Most likely attack path
An attacker who already holds at least resource administrator credentials could leverage network access to invoke an undisclosed REST or shell command, bypassing standard protections. The exploit is practical over network with low complexity, but requires high pre-existing privileges, creating a steep but meaningful precondition for lateral movement or suppression of visibility.
Who is most exposed
Environments with on-premise or hybrid BIG-IP deployments exposing iControl REST or tmsh externally or to broad admin networks are at greatest risk, especially where admin credentials are shared or weakly controlled.
Detection ideas
- Unusual or elevated tmsh and iControl REST commands from admin accounts.
- Privilege-escalation attempts or commands executed outside standard maintenance windows.
- Anomalous network sessions originating from high-privilege hosts to the appliance management interfaces.
- Sudden increases in admin login attempts or credential-use patterns.

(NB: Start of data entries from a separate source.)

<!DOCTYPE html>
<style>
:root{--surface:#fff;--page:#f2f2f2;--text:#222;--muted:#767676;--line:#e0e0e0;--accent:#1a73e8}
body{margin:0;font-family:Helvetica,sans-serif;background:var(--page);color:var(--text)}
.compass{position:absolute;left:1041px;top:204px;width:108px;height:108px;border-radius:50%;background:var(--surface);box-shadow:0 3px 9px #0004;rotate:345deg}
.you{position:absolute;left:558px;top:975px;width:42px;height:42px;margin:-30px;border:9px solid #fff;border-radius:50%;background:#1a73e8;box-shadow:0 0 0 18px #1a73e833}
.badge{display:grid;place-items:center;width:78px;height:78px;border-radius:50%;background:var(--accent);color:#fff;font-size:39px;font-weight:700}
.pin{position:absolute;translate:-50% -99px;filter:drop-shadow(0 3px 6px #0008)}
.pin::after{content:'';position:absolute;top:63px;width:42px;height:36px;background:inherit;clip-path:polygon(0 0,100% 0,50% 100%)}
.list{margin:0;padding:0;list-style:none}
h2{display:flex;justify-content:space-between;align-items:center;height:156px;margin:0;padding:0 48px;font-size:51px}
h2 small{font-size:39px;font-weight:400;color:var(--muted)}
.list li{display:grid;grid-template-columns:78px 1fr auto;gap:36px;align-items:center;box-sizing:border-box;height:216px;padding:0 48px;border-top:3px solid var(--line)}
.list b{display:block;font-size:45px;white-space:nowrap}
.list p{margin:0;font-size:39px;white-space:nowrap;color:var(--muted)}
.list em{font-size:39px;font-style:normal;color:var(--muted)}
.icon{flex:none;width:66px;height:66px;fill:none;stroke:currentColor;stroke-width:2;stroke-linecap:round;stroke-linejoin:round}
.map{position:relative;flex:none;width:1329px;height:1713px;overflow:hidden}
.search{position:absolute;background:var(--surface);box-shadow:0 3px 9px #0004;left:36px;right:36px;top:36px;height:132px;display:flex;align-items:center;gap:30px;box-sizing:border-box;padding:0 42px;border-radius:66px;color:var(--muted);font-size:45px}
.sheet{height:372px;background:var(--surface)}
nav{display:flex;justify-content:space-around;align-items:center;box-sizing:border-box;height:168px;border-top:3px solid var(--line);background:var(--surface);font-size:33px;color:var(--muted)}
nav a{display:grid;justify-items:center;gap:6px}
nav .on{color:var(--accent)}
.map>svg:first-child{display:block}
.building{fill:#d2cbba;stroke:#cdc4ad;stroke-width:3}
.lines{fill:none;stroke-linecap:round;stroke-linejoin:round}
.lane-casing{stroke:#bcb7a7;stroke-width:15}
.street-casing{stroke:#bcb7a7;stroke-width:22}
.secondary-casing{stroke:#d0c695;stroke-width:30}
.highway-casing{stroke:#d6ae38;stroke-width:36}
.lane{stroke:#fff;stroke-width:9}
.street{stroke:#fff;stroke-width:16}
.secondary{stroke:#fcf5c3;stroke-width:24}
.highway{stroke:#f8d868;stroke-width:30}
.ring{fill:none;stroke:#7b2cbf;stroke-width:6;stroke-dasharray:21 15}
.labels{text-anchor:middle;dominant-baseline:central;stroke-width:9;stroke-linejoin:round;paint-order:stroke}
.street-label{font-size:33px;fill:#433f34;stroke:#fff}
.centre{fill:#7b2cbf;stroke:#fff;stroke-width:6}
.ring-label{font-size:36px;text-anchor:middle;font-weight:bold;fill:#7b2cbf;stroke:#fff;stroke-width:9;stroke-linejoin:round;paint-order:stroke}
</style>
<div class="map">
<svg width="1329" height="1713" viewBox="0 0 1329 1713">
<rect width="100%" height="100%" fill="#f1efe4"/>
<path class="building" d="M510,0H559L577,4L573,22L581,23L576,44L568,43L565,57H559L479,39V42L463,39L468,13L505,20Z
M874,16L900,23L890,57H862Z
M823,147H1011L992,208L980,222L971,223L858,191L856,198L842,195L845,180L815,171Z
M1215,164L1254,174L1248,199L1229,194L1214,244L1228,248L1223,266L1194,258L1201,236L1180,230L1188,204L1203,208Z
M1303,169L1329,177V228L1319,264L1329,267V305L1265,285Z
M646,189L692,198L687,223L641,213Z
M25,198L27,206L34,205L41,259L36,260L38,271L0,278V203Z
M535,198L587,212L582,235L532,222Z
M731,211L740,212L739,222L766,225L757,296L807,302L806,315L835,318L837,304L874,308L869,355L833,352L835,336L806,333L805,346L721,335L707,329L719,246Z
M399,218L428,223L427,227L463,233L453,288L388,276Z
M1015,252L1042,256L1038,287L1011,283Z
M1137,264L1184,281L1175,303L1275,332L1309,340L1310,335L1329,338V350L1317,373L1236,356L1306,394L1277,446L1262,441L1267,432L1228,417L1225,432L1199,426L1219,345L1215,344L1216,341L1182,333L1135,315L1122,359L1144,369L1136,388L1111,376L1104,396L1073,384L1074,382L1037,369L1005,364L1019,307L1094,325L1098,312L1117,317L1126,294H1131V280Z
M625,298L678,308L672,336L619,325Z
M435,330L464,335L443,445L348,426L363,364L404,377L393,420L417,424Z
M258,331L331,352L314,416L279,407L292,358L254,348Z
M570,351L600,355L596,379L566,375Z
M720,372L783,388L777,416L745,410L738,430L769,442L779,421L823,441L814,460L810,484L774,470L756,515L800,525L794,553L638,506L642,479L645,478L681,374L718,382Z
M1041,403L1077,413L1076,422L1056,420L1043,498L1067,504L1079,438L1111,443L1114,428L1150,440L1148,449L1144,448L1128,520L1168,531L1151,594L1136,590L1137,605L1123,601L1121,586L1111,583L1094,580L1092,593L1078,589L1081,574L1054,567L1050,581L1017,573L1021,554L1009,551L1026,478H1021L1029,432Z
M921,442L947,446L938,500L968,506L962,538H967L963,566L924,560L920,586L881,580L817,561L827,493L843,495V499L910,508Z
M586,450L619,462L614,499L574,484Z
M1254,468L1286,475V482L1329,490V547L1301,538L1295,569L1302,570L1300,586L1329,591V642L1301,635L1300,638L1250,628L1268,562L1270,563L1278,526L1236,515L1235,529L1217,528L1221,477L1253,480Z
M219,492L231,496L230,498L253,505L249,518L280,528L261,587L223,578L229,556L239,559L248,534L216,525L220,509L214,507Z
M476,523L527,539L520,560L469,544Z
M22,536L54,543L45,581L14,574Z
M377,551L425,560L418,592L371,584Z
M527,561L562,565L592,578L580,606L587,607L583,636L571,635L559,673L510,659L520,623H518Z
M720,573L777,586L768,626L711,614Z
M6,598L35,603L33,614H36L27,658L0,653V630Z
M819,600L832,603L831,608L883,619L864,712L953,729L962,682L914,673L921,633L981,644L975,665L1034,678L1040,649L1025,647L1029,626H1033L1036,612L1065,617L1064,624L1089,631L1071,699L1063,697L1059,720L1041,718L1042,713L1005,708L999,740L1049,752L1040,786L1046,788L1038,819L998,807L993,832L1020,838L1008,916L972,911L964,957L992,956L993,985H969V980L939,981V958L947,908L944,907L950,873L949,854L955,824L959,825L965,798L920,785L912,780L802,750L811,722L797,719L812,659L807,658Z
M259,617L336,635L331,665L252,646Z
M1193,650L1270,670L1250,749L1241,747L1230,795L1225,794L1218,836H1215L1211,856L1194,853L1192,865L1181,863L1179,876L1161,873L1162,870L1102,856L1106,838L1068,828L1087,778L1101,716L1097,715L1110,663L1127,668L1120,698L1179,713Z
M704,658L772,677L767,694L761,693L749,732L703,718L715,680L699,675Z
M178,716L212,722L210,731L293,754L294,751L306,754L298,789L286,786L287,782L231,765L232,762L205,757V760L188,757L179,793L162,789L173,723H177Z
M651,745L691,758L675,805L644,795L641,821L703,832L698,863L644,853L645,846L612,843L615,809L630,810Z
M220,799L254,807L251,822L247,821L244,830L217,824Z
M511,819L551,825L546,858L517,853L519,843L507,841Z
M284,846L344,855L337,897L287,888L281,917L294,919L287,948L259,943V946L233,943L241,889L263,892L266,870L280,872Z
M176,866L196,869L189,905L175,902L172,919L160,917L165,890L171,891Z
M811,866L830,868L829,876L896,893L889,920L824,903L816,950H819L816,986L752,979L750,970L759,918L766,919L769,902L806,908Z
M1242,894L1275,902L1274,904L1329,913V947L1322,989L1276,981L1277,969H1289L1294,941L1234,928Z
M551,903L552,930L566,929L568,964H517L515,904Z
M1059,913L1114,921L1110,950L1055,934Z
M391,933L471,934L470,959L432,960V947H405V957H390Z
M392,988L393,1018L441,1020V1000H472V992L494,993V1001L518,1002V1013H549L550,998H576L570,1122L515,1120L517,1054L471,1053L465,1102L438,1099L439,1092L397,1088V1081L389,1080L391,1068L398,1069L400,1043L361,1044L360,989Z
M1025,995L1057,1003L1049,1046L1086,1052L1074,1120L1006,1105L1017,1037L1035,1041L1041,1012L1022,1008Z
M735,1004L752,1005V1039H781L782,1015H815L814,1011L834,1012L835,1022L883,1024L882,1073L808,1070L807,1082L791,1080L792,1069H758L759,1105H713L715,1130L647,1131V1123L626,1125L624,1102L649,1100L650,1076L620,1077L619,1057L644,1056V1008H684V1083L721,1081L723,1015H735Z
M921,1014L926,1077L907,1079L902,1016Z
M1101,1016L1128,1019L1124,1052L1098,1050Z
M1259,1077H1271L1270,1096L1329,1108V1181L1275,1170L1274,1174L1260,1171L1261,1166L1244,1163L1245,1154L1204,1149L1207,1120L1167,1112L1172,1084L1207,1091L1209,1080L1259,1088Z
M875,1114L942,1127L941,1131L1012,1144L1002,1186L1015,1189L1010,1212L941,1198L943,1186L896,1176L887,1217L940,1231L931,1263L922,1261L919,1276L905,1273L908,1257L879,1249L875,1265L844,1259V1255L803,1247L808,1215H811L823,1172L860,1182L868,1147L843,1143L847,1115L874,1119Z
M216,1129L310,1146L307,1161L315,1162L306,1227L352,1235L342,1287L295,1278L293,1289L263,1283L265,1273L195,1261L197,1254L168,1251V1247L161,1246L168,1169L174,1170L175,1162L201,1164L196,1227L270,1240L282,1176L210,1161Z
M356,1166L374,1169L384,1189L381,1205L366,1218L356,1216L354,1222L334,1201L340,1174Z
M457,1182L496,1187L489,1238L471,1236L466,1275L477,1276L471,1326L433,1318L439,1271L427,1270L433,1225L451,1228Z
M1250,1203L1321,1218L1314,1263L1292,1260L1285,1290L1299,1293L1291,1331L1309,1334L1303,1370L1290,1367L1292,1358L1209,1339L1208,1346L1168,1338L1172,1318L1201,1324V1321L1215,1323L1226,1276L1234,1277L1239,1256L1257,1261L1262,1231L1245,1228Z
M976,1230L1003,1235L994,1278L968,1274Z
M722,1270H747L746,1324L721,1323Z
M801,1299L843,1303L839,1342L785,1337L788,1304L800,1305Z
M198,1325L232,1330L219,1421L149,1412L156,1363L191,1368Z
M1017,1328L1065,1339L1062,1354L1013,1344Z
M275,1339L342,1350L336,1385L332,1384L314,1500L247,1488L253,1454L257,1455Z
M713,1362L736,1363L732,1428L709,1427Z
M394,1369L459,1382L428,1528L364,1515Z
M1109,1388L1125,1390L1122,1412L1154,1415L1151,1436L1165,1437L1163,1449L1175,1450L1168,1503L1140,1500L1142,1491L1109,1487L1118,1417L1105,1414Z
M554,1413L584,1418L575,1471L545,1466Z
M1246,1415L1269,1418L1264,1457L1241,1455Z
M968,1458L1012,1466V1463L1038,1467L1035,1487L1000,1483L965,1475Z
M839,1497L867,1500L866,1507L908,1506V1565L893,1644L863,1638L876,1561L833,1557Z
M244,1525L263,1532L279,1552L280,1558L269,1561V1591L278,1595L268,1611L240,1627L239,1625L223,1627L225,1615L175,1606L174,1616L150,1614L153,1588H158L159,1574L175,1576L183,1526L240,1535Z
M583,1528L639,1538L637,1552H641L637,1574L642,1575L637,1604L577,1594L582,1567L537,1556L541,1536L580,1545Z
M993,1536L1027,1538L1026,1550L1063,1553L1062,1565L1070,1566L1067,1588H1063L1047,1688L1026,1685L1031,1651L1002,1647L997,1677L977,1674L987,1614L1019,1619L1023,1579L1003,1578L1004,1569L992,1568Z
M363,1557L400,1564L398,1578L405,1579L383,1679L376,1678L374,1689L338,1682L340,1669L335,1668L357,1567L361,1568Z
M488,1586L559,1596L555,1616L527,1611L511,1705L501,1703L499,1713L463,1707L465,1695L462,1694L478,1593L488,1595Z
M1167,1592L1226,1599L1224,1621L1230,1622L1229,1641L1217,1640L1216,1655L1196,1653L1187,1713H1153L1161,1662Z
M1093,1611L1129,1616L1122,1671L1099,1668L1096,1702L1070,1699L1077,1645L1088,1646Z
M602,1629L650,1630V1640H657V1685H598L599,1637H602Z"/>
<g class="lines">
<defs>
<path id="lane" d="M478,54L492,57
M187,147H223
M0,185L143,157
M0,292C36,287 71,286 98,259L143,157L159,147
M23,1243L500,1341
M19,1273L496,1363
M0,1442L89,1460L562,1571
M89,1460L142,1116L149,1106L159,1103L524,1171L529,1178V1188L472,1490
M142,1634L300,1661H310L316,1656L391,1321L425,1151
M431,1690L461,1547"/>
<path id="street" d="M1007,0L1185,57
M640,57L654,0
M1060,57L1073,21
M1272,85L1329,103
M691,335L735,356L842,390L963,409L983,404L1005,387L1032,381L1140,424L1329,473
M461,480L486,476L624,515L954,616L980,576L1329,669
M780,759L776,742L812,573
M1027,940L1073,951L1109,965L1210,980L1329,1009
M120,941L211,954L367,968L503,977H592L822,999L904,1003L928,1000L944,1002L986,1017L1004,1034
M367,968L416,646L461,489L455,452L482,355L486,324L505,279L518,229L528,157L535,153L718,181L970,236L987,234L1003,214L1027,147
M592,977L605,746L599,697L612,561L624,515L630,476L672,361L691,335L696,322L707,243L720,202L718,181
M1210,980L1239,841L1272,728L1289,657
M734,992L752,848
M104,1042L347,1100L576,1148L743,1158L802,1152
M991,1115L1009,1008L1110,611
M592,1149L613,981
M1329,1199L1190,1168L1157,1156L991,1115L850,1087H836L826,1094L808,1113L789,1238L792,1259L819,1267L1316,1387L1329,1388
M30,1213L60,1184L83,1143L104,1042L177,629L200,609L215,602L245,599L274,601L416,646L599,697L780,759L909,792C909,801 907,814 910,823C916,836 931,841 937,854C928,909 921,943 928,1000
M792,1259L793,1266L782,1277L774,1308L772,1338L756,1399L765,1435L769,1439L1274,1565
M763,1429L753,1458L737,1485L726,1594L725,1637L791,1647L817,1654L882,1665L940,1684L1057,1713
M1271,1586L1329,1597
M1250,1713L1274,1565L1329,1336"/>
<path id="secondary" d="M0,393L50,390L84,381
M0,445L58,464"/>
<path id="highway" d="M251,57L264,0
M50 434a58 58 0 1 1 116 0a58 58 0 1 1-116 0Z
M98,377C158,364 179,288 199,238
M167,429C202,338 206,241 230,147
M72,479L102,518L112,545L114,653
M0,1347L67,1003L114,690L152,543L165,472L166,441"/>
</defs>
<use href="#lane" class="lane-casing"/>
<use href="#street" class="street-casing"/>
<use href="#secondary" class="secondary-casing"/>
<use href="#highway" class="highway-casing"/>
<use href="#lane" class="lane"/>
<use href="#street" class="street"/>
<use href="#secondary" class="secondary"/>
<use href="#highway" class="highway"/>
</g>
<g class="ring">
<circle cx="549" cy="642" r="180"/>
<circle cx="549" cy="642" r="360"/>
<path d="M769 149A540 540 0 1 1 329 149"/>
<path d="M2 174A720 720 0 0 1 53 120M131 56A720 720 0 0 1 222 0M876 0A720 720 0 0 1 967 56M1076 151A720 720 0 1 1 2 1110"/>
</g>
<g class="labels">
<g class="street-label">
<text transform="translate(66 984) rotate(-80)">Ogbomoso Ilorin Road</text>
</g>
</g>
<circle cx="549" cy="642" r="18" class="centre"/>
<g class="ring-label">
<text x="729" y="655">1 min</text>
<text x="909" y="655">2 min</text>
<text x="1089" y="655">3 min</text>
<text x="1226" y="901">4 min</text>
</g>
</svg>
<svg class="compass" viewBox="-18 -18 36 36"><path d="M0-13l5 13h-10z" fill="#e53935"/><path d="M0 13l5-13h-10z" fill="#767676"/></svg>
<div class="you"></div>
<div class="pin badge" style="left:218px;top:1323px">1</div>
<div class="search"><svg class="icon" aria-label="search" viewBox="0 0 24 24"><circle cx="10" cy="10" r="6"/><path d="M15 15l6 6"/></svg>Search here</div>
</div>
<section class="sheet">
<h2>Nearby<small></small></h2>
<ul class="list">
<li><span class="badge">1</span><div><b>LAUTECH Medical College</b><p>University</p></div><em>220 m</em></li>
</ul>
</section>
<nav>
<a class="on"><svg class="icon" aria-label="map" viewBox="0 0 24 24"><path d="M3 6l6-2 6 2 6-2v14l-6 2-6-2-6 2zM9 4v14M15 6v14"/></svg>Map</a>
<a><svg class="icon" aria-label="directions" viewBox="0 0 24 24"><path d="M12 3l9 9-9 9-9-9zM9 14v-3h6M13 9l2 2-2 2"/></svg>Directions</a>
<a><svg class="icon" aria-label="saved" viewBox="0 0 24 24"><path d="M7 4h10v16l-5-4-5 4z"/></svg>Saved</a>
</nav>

Mitigation and prioritisation
- Apply vendor-released patch to supported versions; confirm EoTS status for all affected deployments.
- Enforce strict access controls: least privilege, dedicated admin accounts, multi-factor authentication, and network segmentation around management interfaces.
- Enable tight auditing: detailed command logs, tmsh/iControl REST query monitoring, and real-time alerting for high-privilege actions.
- Consider compensating controls: disable or heavily restrict iControl REST exposure, implement WAF rules, and enforce management-plane access controls.
- Change-management notes: schedule with minimal downtime; validate backups and rollback plans; inform SOC/IR teams of expected indicators.